[GIVEN RECORDS Boundary: Start]

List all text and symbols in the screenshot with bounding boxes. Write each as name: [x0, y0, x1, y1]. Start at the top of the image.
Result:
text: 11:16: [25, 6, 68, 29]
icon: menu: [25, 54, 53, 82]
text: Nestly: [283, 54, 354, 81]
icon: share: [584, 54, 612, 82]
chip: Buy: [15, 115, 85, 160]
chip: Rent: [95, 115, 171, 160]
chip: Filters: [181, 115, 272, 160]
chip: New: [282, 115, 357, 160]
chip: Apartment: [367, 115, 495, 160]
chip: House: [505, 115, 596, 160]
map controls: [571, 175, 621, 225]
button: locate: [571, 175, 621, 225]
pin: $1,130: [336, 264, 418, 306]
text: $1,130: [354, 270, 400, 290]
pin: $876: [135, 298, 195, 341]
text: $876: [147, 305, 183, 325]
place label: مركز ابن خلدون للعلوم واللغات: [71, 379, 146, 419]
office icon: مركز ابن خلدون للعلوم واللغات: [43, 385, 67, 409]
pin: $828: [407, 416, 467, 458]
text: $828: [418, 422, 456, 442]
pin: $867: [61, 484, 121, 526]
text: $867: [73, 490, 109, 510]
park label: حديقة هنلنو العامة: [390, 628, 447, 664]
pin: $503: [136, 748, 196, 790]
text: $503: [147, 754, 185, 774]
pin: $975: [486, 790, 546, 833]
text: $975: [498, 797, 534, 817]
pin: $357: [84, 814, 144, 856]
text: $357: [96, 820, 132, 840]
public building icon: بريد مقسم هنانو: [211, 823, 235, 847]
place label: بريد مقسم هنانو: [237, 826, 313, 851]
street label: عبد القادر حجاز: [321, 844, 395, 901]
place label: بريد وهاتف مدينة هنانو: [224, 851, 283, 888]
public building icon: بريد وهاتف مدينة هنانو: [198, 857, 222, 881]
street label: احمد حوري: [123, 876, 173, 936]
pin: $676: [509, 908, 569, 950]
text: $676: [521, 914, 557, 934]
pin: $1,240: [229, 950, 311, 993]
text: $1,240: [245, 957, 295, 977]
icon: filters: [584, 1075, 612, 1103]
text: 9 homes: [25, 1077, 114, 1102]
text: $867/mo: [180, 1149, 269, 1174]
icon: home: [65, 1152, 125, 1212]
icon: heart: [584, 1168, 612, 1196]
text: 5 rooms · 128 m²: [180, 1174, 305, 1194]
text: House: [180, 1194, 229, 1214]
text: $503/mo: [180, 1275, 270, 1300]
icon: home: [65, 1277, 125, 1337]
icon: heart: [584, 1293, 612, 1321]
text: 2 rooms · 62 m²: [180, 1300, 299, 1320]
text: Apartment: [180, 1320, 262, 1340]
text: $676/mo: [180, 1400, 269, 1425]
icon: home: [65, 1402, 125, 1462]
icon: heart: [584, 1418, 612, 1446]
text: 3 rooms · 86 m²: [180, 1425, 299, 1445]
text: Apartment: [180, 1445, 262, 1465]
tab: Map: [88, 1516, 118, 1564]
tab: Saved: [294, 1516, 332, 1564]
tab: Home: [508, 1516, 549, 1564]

[GIVEN RECORDS Boundary: End]

● **EXERCISE BRIEF**
Wherever "building" occurs in the entries above, copy the line it sits on.

● **EXERCISE SOLUTION**
public building icon: بريد مقسم هنانو: [211, 823, 235, 847]
public building icon: بريد وهاتف مدينة هنانو: [198, 857, 222, 881]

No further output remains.